Seconds of silence passed before Daemon heard his mother answer. 

“I…I’m sorry, Aemma. It was a slip of the tongue.” Alyssa’s words came out weekly in a way Daemon had never heard before from his always firmly self possessed mother. “She looks so much like my Rhaenyra, it’s like she’s standing right in front of me. She is your daughter, of course, but I honestly cannot believe my eyes.”

Daemon frowned. It was not only what his mother said, but how she said it. Not once in his life had he seen Alyssa Targaryen in tears, but from how she sounded he was certain that he’d find her in tears if he could see her now. 

There was another moment of silence in there, except for healer Eleander telling them that the girl was well.

“Well, it is decided then.” came Aemma’s voice, resolute. “My daughter’s name is Rhaenyra.”

Notes:

Sooo, why do you think Jaehaerys changed his mind about Daemon?

Rhea’s arc in my head is quite sad and a bit pathetic to be honest in the sense that it’s not very empowering at all - if you like her, I'm sorry to say this story is not for you. This is really not for Rhea fans (thought there is an in-world lore reason for it)

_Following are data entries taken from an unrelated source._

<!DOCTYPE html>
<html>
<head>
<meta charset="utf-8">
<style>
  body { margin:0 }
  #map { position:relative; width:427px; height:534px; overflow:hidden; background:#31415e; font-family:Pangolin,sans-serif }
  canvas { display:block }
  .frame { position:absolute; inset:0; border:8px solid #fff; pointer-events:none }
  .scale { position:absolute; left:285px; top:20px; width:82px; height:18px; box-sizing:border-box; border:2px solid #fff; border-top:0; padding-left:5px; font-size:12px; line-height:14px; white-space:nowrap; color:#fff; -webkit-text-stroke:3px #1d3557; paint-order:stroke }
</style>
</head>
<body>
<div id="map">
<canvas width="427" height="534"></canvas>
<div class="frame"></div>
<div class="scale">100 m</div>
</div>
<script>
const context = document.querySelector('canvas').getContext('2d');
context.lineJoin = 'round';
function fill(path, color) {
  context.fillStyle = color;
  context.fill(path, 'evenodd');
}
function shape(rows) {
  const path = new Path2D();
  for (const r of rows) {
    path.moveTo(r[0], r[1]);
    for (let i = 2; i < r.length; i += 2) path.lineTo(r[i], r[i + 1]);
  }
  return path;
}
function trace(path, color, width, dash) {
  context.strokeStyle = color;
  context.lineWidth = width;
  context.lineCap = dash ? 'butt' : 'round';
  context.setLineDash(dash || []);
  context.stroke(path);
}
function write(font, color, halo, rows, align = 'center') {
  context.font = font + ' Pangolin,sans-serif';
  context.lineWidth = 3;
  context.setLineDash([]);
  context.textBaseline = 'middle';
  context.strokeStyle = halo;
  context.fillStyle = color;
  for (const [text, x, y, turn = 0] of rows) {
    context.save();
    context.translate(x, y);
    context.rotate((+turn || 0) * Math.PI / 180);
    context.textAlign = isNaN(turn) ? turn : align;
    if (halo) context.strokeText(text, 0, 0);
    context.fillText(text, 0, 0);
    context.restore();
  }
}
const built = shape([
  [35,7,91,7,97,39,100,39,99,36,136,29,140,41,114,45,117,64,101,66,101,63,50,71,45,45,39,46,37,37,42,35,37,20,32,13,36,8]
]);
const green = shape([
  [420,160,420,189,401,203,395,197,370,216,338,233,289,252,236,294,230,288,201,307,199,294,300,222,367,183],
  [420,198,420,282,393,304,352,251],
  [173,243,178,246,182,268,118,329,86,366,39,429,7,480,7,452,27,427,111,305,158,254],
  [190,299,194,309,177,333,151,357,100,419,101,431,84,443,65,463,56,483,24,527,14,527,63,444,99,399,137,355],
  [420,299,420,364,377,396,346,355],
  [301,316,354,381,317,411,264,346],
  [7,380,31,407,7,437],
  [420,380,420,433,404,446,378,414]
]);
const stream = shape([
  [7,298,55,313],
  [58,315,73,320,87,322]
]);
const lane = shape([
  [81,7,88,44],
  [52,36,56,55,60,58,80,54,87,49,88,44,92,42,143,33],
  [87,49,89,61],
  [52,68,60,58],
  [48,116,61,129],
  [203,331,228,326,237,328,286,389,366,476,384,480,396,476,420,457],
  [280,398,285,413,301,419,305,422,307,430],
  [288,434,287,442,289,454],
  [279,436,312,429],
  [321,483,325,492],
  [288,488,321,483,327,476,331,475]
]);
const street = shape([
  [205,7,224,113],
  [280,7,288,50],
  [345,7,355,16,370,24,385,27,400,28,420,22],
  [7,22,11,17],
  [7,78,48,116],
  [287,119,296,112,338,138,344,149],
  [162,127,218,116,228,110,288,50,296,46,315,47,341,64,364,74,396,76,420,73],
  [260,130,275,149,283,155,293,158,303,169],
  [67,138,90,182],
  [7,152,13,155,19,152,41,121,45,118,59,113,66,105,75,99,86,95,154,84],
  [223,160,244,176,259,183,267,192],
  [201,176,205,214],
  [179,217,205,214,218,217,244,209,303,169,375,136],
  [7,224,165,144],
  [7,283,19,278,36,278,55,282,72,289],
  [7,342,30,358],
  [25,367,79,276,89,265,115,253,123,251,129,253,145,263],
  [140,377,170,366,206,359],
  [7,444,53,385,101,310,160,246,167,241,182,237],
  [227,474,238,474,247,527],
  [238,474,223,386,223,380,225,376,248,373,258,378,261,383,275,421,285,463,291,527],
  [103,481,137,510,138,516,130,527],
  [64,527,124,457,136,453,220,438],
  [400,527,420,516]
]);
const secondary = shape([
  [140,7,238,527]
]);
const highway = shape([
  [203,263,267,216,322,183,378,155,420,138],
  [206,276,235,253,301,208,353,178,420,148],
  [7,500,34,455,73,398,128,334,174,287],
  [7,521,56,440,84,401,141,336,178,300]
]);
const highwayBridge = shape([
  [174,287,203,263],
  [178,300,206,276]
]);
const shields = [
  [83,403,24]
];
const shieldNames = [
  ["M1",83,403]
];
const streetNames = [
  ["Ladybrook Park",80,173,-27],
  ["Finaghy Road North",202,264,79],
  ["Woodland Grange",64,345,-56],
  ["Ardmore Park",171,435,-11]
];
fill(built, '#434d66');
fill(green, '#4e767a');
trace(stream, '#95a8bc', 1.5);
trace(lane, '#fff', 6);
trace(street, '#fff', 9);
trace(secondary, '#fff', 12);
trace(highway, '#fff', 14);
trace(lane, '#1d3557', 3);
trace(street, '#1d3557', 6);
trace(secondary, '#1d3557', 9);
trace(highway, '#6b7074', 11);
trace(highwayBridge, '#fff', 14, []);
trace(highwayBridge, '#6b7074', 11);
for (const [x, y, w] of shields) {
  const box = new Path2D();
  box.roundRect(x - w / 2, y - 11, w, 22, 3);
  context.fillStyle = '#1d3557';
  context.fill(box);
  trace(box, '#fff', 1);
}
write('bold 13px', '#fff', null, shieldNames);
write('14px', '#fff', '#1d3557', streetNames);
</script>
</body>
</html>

About Daemon's marriage in canon, I don’t think canon Baelon was really soooooo against Daemon’s marriage to Rhea otherwise I think he would have found a way to prevent it, but, given the restrictions imposed by this story’s lore (only Targs+Targs can produce dragonriders) and nearly all the marriages so far in their family, the Targaryens are kinda inclined towards choice in marriage, even if as an “accepted unspoken rule”

Side note: How did that cabinet end up crashing on the wall? 🌚If I can believe it from stranger things and marvel movies, I can believe it in fanfiction.